Robert Basic ist Namensgeber und Gründer von BASIC thinking und hat die Seite 2009 abgegeben. Von 2004 bis 2009 hat er über 12.000 Artikel hier veröffentlicht.

10 Kommentare

  • Eine Musik-Flatrate, die alle bezahlen müssen? Nein danke! Das wäre eine zweite GEZ, nichts weiter. Dann stellt als nächstes die Filmindustrie ihre Ansprüche, weil deren Werke ja auch im Web getauscht werden. Und dann kommen noch die Tageszeitungen, denen die gedruckte Auflage wegbricht, und die eine Online-Abgabe für Nachrichten haben wollen, die sie uns allen im Web zur Verfügung stellen.

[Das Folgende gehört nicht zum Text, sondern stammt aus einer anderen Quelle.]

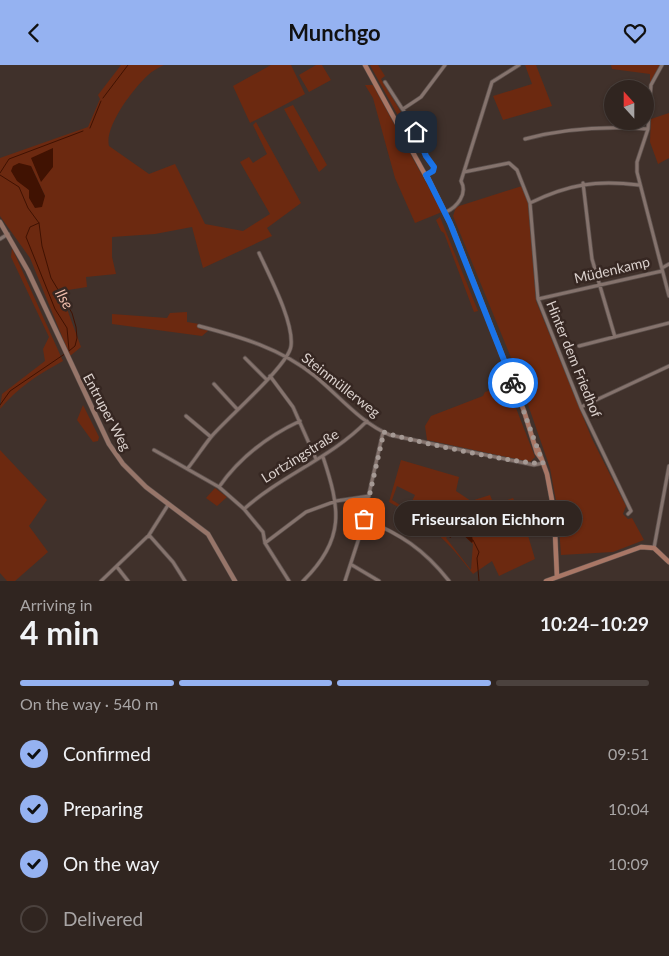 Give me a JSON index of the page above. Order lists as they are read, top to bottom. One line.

Usw. usw. …

  • ich finde die kulturflatrate eine sehr interessante idee. einzahlen müssten in meinen augen vor allem diese industrien:

    * provider => sie verdienen am traffic (torrents, downloads und so…)
    * news-aggregatoren => youtube, google und co. => sie verchecken inhalte mit copyrights

    das große problem der kulturflatrate ist die gerechte verteilung. eigentlich ist die kulturflatrate so etwas ähnliches wie die gema. leider (aus bürokratischen gründen) verteilt die gema das geld aber in form einer pyramide. kleine künstler werden selten im radio gespielt. wenn kleine künstler im radio gespielt werden, dann meist in sendern, die eine pauschale abdrücken und nicht wie 1live und die anderen großen eine liste mit gespielten titeln abgeben. die pauschale wird aber normal wie immer verteilt. anhand der zahlen, die mit hilfe der listen eingereicht werden. das heisst, das herbert g., madonna, bobbie williams und die großen einen ganz guten obulus von den kleinen obendrein bezahlt bekommen.

    das bedeutet: man müsste ein technisches system entwickeln, um die gelder der kulturflatrate so gerecht wie möglich zu verteilen. das müsste dann für filme, musik und alle inhalte gelten. das wäre und ist wahrscheinlich unmöglich.